Ne büyük bir ülkeymişiz ki, altımızı oyup kuyumuzu kazmaya çalışanlar emellerine ulaşamıyor. Uçurumun kıyısına kadar gidip geri dönmesini beceriyoruz hamdolsun...

Dertlerimizi üst üste sıralarsak dağ olur...

Bir taraftan çok yönlü olarak üstümüze gelmeye çalışan terör belası ile uğraşıyor; diğer yandan komşu ülkelerde yanan ateşin harından etkilenmemek için çaba harcıyoruz. 

Bütün bunları yaparken, kendimizi de yaşıyoruz fırsat bulabilirsek...

Onca derdin içinde bir de ekonomik sıkıntılar baş gösterdi. 

Ekonomimiz böylesi zorluklardan etkilenmesin de ne yapsın... Dolar ve Euro almış başını gidiyor. Türk parasının günden güne değer kaybettiğine yönelik söylemlerinizi duyar gibiyim.

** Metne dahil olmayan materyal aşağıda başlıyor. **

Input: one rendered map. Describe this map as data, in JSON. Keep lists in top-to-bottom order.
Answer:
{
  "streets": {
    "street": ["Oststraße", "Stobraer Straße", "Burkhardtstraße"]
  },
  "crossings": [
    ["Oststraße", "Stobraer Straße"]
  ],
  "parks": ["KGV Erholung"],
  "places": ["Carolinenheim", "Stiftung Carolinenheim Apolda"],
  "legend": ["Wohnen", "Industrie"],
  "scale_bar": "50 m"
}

Kıtlık yaşıyoruz şu an kıtlık... 

Kıtlık denilince çoğumuzun aklına hiçbir şey gelmez...

Kıtlık zihinlerimizde bir çağrışım oluşturmaz. 

Hatta 'O da neymiş ki' diye yaban yaban dinleriz içinde kıtlık geçen cümleleri...

Belli bir yaşın üstünde olanlar, özellikle 1980'li yılların genç tayfası kıtlığın ne demek olduğunu iyi bilir. 

Ben de yaşamadım o günleri ama yaşayan büyüklerimden sıklıkla dinlediğim 1980 model hikayeler vardır. 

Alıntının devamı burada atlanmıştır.